§ **TO DO**
Nothing but the lines from the first line of the records through the line with "position:absolute; right:12px; top:12px;" should be output, exactly as written and free of pictures.

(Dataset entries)

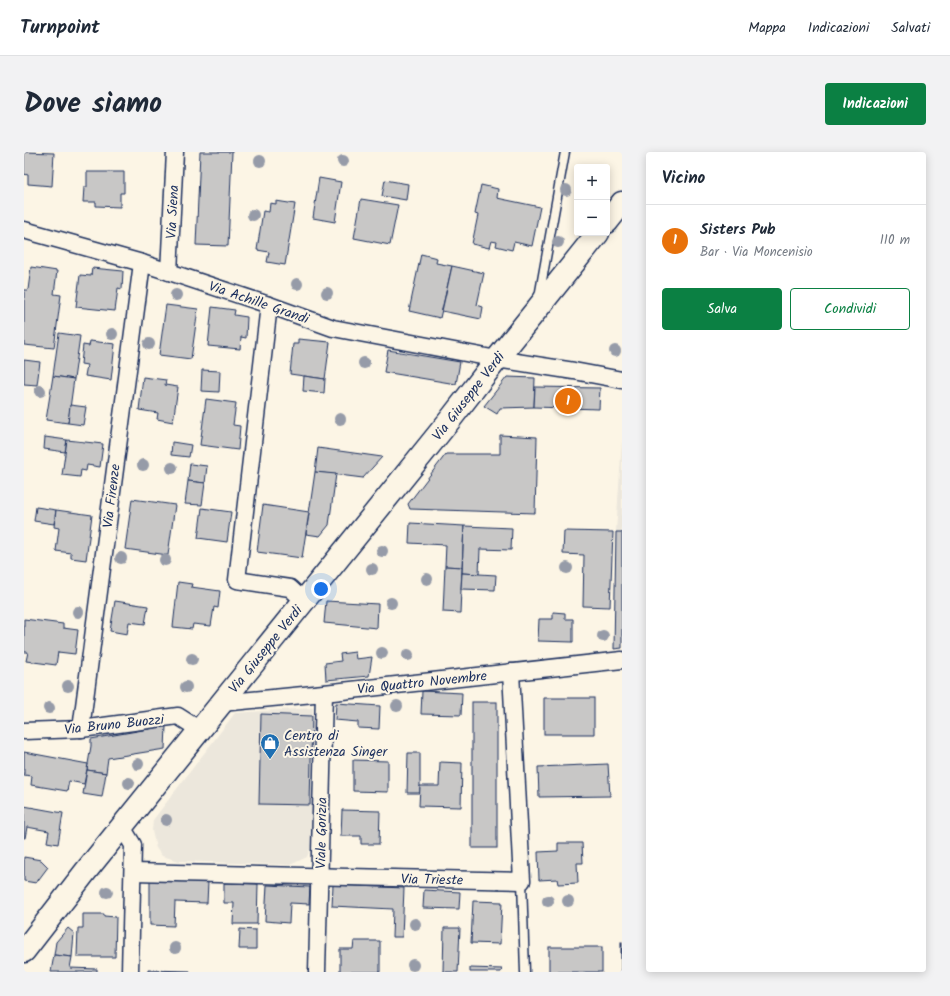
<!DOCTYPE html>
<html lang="it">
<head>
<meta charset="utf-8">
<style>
	body { margin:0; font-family:Kalam,sans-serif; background:#f2f2f3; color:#1f2937 }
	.controls { position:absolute; right:12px; top:12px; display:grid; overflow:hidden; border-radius:4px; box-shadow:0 2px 10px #0003 }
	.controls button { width:36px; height:36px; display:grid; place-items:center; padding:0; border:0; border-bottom:1px solid #e0e1e3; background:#fff; color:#1f2937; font:20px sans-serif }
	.you { position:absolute; left:297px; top:437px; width:14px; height:14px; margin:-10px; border:3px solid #fff; border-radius:50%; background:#1a73e8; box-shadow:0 0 0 6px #1a73e833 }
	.badge { display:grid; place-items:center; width:26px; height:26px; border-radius:50%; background:#0b8043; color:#fff; font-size:13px; font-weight:700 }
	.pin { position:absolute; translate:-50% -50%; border:2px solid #fff; box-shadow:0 1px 4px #0006 }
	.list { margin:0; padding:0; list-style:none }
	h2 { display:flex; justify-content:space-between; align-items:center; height:52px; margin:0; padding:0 16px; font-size:17px }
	h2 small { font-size:13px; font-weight:400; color:#747a83 }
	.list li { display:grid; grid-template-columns:26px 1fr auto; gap:12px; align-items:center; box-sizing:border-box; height:72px; padding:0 16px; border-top:1px solid #e0e1e3 }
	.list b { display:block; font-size:15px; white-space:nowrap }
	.list p { margin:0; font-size:13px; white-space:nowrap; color:#747a83 }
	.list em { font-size:13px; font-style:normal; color:#747a83 }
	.actions { display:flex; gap:8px; padding:12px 16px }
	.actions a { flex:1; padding:9px 0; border:1px solid #0b8043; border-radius:4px; text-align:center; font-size:14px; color:#0b8043 }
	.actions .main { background:#0b8043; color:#fff }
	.map { position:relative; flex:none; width:598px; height:820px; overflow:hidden; border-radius:4px }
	header { display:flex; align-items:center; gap:24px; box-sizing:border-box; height:56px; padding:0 20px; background:#fff; border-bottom:1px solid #e0e1e3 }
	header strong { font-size:19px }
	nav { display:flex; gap:22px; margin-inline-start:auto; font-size:14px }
	.intro { display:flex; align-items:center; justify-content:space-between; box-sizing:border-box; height:96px; padding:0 24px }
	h1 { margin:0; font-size:28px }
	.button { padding:10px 18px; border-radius:4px; background:#0b8043; color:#fff; font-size:14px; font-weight:700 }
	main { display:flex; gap:24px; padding:0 24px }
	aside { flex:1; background:#fff; border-radius:4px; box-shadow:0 2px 10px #0003 }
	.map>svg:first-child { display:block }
	.built { fill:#ece7dc }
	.building { fill:#c8c7c6; stroke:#1b2f5e }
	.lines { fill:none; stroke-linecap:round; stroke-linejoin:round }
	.lane-casing { stroke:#1b2f5e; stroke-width:11 }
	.street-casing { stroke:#1b2f5e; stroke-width:19 }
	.primary-casing { stroke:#1b2f5e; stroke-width:25 }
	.lane { stroke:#fcf5e5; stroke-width:8 }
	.street { stroke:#fcf5e5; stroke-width:16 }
	.primary { stroke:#fcf5e5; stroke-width:22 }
	.tree { fill:#969ba8 }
	.labels { text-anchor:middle; stroke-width:4; stroke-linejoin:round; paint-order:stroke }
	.street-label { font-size:14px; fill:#1b2f5e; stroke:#fcf5e5 }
	.poi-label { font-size:14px; fill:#1b2f5e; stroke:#fcf5e5; text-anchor:start }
</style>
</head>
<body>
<header>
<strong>Turnpoint</strong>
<nav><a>Mappa</a><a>Indicazioni</a><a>Salvati</a></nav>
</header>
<div class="intro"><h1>Dove siamo</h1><a class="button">Indicazioni</a></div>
<main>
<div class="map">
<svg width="598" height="820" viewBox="0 0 598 820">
	<rect width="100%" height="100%" fill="#fcf5e5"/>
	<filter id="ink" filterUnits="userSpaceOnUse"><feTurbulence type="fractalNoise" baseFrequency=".025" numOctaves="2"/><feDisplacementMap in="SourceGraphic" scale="8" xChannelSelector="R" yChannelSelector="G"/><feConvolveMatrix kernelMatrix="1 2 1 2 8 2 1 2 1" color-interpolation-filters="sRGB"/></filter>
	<g filter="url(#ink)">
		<g class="built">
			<polygon points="598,288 598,496 590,497 592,380"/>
			<polygon points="289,556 288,691 283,705 266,713 155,709 138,704 132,696 128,679 129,668 211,561"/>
		</g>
		<g class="building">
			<polygon points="0,0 30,1 28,34 4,32 4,23 0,22"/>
			<polygon points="176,0 208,0 204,94 172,93"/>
			<polygon points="63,20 100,20 100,41 96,41 96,55 72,54 72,50 59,50 60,35 63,35"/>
			<polygon points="295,26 317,30 311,70 289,66"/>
			<polygon points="361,28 384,32 382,48 358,44"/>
			<polygon points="457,33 474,37 473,46 516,55 508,94 490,90 488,98 472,94 473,90 467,89 465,96 448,92 454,63 451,62"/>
			<polygon points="337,47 374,53 366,93 330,86"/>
			<polygon points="252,49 271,52 261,113 243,110 245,100 233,98 239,59 245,60 246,51 252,52"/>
			<polygon points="397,102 413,106 412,111 428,114 416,166 385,159"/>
			<polygon points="428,114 460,121 453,153 459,155 457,167 418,159"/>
			<polygon points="7,115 33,119 30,142 37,143 30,196 0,193 0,138 4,138"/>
			<polygon points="68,116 99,119 98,137 94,136 91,159 52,155 56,123 67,124"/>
			<polygon points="142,153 174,157 167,207 135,203"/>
			<polygon points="188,155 211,158 210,163 223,165 222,186 217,185 216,197 184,194"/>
			<polygon points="35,181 56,184 50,227 29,224"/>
			<polygon points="274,187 306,190 301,227 266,222 269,192 274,192"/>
			<polygon points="66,189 91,192 87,228 61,224 63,213 57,212 59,193 65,194"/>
			<polygon points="364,198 436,210 432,232 360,220"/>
			<polygon points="0,208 16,210 13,233 0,232"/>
			<polygon points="178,218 196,219 195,240 177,239"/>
			<polygon points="29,224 50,227 44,271 22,268"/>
			<polygon points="280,224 301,227 300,241 279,239"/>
			<polygon points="119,225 142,228 141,233 154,235 149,270 133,267 134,261 115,258"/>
			<polygon points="483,225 511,226 510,255 476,256 473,262 460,254"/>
			<polygon points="511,235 576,236 575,257 510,255"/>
			<polygon points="182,247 212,251 209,273 216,274 214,298 176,293"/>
			<polygon points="46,253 62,255 59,273 44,271"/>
			<polygon points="476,283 513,285 511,361 386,357 384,352 422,302 476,302"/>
			<polygon points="21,285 43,288 41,300 20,297"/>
			<polygon points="43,288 79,292 76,315 63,313 62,319 57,318 56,325 38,323"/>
			<polygon points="148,290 167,293 165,305 147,303"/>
			<polygon points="294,296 358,305 339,326 291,320"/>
			<polygon points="166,312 183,314 181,331 164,329"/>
			<polygon points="291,320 312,322 305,373 296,384 282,382"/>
			<polygon points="164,329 181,331 178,353 161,352"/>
			<polygon points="108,347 151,353 144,403 101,397"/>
			<polygon points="239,353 285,360 278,406 233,400"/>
			<polygon points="12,355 32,358 30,372 10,369"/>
			<polygon points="178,356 207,360 203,390 174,386"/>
			<polygon points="32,358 68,363 62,408 47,406 47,401 32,399 35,376 30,375"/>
			<polygon points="386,371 440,374 438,415 421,414 422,393 385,391"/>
			<polygon points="440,374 488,376 487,398 456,397 455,422 438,421"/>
			<polygon points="540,379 589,380 586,455 559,454 560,403 539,402"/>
			<polygon points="592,380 598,380 598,496 590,497"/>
			<polygon points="421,414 438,415 436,461 419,460"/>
			<polygon points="438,421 472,423 471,438 437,437"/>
			<polygon points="154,430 168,432 167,435 196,439 194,456 190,455 187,474 169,472 168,477 149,475"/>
			<polygon points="91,449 124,454 121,472 105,470 103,482 86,479"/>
			<polygon points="302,449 354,452 353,476 300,471"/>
			<polygon points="529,460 541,461 541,467 549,467 549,490 514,489 515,467 529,467"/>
			<polygon points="0,467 39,472 39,476 54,478 51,502 34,500 32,513 2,509 4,500 0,500"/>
			<polygon points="331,500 332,507 348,505 345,524 302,528 301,511 317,509 316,502"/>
			<polygon points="398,539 438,541 437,563 397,562"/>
			<rect x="520" y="546" width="50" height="36"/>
			<rect x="448" y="550" width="25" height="146"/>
			<polygon points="312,551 356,554 355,577 334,576 334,570 311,568"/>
			<polygon points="237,562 288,564 286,653 235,652"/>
			<polygon points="142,574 141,597 84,606 82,621 63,618 67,594 67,587"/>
			<polygon points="0,600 64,612 60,632 45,629 43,639 7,633 8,624 0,623"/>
			<polygon points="384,601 396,601 396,641 383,641"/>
			<polygon points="329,608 364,609 364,640 329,639"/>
			<polygon points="416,610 438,611 437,655 395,654 396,634 415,634"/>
			<polygon points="584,612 586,644 515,645 514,615"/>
			<polygon points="63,618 82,621 78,645 59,642"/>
			<polygon points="0,654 39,661 34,692 23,690 25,679 3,675 1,686 0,686"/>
			<polygon points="318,658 356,659 355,692 337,692 337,684 317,684"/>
			<polygon points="534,691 558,691 559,711 553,711 554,731 534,732 533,727 515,728 514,700 534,699"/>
			<polygon points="0,705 17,708 24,715 12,731 0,729"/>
			<polygon points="126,728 184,730 183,751 151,750 150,774 126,773"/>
			<polygon points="200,731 234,732 233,772 209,772 210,751 200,751"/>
			<polygon points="243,733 286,735 285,752 266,751 265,771 241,769"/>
			<polygon points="309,733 380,736 378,785 368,785 369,757 308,754"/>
			<polygon points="400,738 436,740 435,757 399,756"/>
			<polygon points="449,749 478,750 476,792 447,791"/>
			<polygon points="59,762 80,762 80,764 92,765 91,805 53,805 54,776 59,776"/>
			<polygon points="44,776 50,781 48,805 30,803 32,790"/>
			<polygon points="420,776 436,776 434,820 419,820"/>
			<polygon points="216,777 232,778 232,797 215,797"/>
			<polygon points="330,789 356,789 356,820 316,820 316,797 329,797"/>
			<rect x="597" y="790" width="1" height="30"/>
			<rect x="525" y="795" width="53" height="25"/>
			<polygon points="30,803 48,805 46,816 73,817 73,820 27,820"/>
			<polygon points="446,816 478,817 477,820 446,820"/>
			<polygon points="124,818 166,819 166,820 124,820"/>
		</g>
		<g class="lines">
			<defs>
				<g id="lane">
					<polyline points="515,145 541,0"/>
					<polyline points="498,729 501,820"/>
				</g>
				<g id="street">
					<polyline points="0,78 118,111 245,153 309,176 473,207 550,219 598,228"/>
					<polyline points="145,120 151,0"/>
					<polyline points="245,153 213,428 266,436 280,449"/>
					<polyline points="197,551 300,541 598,508"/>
					<polyline points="57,577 118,111"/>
					<polyline points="0,579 57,577 154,564 176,578"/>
					<polyline points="98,675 109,693 106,820"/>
					<polyline points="109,720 498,729 487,520"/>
					<polyline points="293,820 300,541"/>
				</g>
				<g id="primary">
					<polyline points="583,70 598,51"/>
					<polyline points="0,799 62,719 425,269 473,207 574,81"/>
				</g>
			</defs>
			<use href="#lane" class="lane-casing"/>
			<use href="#street" class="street-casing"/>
			<use href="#primary" class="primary-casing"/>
			<use href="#lane" class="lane"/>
			<use href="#street" class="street"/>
			<use href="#primary" class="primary"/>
		</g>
		<g class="tree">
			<circle cx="236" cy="9" r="6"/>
			<circle cx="319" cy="9" r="6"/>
			<circle cx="542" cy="38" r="6"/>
			<circle cx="229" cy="63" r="6"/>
			<circle cx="534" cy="90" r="6"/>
			<circle cx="273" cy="132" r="6"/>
			<circle cx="303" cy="141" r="6"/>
			<circle cx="152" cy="143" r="6"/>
			<circle cx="88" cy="182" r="6"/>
			<circle cx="125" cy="192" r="6"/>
			<circle cx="591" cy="199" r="6"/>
			<circle cx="340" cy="211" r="6"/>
			<circle cx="16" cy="239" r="6"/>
			<circle cx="316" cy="267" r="6"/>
			<circle cx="119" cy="313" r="6"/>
			<circle cx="148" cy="316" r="6"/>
			<circle cx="358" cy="399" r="6"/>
			<circle cx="97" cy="406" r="6"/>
			<circle cx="141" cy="408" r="6"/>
			<circle cx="543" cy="416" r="6"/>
			<circle cx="348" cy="417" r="6"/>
			<circle cx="403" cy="427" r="6"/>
			<circle cx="367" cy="451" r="6"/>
			<circle cx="54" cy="460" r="6"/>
			<circle cx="579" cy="484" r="6"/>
			<circle cx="358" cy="501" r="6"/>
			<circle cx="384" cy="503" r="6"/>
			<circle cx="168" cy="507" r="6"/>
			<circle cx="44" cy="534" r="6"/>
			<circle cx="162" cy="535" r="6"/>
			<circle cx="373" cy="554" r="6"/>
			<circle cx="25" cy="556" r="6"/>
			<circle cx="114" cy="612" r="6"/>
			<circle cx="105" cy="631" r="6"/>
			<circle cx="142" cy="668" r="6"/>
			<circle cx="83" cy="740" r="6"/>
			<circle cx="524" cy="749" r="6"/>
			<circle cx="544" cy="749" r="6"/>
			<circle cx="391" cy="772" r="6"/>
			<circle cx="151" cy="796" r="6"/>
			<circle cx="389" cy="813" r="6"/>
		</g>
	</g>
	<defs>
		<symbol id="shop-pin" viewBox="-11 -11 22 30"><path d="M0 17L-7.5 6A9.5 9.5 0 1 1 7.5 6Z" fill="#1f6fb2" stroke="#fcf5e5"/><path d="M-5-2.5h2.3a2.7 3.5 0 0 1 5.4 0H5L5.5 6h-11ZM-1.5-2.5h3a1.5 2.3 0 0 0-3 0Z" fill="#fff"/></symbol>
	</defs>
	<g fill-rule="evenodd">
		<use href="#shop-pin" x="235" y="580" width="22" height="30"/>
	</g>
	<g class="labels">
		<g class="street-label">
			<text transform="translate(148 60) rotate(-87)" y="5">Via Siena</text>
			<text transform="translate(235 150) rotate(19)" y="5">Via Achille Grandi</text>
			<text transform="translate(444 244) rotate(-52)" y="5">Via Giuseppe Verdi</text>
			<text transform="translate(87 344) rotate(-83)" y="5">Via Firenze</text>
			<text transform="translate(241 497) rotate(-51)" y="5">Via Giuseppe Verdi</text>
			<text transform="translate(398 530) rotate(-6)" y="5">Via Quattro Novembre</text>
			<text transform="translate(90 572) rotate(-6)" y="5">Via Bruno Buozzi</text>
			<text transform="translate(297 681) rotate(-89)" y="5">Viale Gorizia</text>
			<text transform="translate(408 727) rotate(1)" y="5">Via Trieste</text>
		</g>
		<g class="poi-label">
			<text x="260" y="588">Centro di<tspan x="260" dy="16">Assistenza Singer</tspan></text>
		</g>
	</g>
</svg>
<div class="controls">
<button>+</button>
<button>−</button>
</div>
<div class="you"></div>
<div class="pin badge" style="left:544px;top:249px;background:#e8710a">1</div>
</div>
<aside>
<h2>Vicino<small></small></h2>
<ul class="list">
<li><span class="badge" style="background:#e8710a">1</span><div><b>Sisters Pub</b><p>Bar · Via Moncenisio</p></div><em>110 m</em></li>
</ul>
<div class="actions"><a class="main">Salva</a><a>Condividi</a></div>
</aside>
</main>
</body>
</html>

§ **EXPECTED OUTPUT**
<!DOCTYPE html>
<html lang="it">
<head>
<meta charset="utf-8">
<style>
	body { margin:0; font-family:Kalam,sans-serif; background:#f2f2f3; color:#1f2937 }
	.controls { position:absolute; right:12px; top:12px; display:grid; overflow:hidden; border-radius:4px; box-shadow:0 2px 10px #0003 }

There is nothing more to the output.